> [TASK DETAILS]
Print the listing below verbatim, passing over each picture.
»»
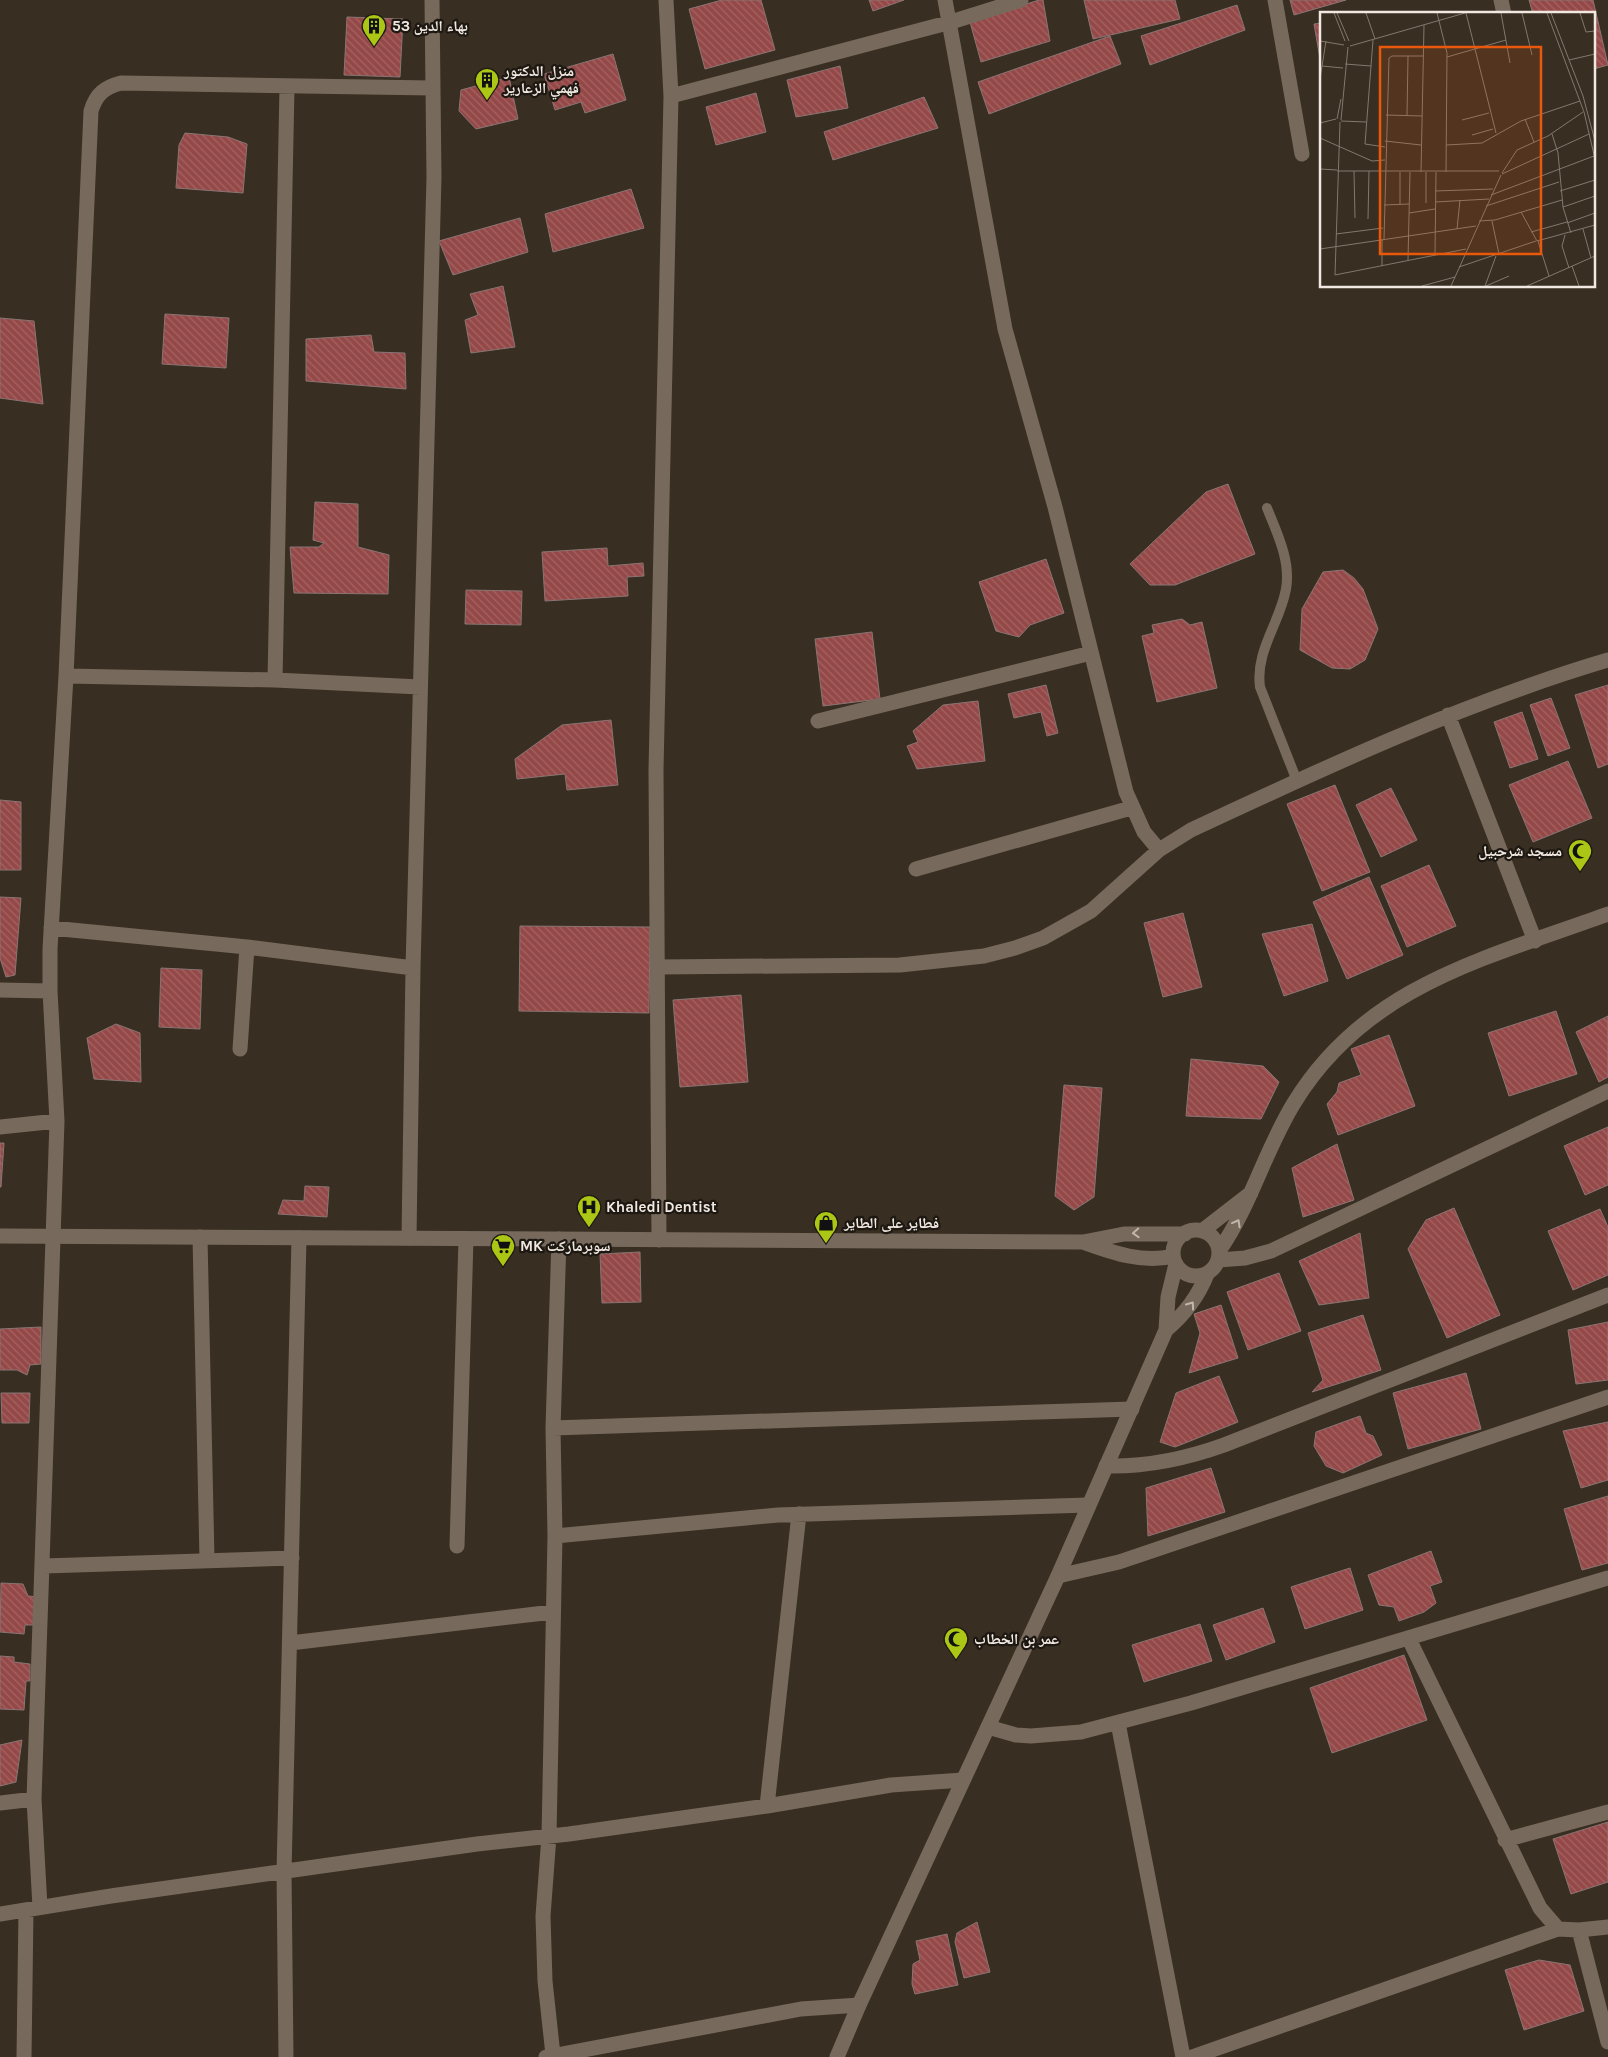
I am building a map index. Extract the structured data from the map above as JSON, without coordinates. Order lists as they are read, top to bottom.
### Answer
{
  "places": {
    "building": ["بهاء الدين 53", "منزل الدكتور فهمي الزعارير"],
    "mosque": ["مسجد شرحبيل", "عمر بن الخطاب"],
    "hospital": ["Khaledi Dentist"],
    "shop": ["فطاير على الطاير"],
    "supermarket": ["MK سوبرماركت"]
  }
}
««
> [SOLVED EXERCISE]
I am building a map index. Extract the structured data from the map above as JSON, without coordinates. Order lists as they are read, top to bottom.
### Answer
{
  "places": {
    "building": ["بهاء الدين 53", "منزل الدكتور فهمي الزعارير"],
    "mosque": ["مسجد شرحبيل", "عمر بن الخطاب"],
    "hospital": ["Khaledi Dentist"],
    "shop": ["فطاير على الطاير"],
    "supermarket": ["MK سوبرماركت"]
  }
}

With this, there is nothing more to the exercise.